# MLB game-by-game simulation — simulate & compare to actual

**CourtEdge MLB DK Lineup Lab** (`/mlb-dk-lineup-lab.html`) has a green **Game-by-game simulation** card directly under **Team stack ranks** (sticky on scroll). Use it to sanity-check Vegas totals and away-win rates before building stacks; after games finish, compare sim μ to real total runs.

## 5-step flow (slate day → compare tonight)
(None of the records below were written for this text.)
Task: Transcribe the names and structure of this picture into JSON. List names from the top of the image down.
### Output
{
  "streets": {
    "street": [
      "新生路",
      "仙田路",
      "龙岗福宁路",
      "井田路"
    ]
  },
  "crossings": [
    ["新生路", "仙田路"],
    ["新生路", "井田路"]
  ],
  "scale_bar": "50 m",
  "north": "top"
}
1. **Open the lab** — `/mlb-dk-lineup-lab.html`. Scroll to **Game-by-game simulation** (or jump to `#game-by-game-sim`).
2. **Load slate** — default `data/mlb-dk-slate.json`. Confirm the **Slate:** banner shows today’s date (ET). If **Stale slate** appears, run `node scripts/build-mlb-dk-slate.mjs`, deploy, **Reload slate**.
3. **Run sims** — set **Sims per game** (500–2000, default 1000). Click **Sim all games** or **Sim** on one row. Table columns: **Matchup · O/U · Spread · Sim μ · Away win% · Lean · Actual · Error**.
4. **After games finish** — paste or upload final total runs:
   - Per game on slate: `"actual_runs": 11` on the `games[]` object
   - Slate map: `"game_results": { "NYY@BOS": { "actual_runs": 11 } }` or `"game_results": { "g1": 9 }`
   - Merge array: `"games": [{ "game_id": "g1", "actual_runs": 9 }]`
   Click **Upload JSON** or paste into the box, then **Apply game results**. Re-run sim if you want fresh μ; **Error** and MAE/bias update from applied actuals either way.
5. **Rank edges** — sort **By O/U edge** (largest |μ − line|), **By upset edge** (sim away win% vs Vegas implied), or **By matchup**. Green row = closest to sim μ when actuals exist; top edge row highlighted when sorted by O/U.

## JSON example (minimal)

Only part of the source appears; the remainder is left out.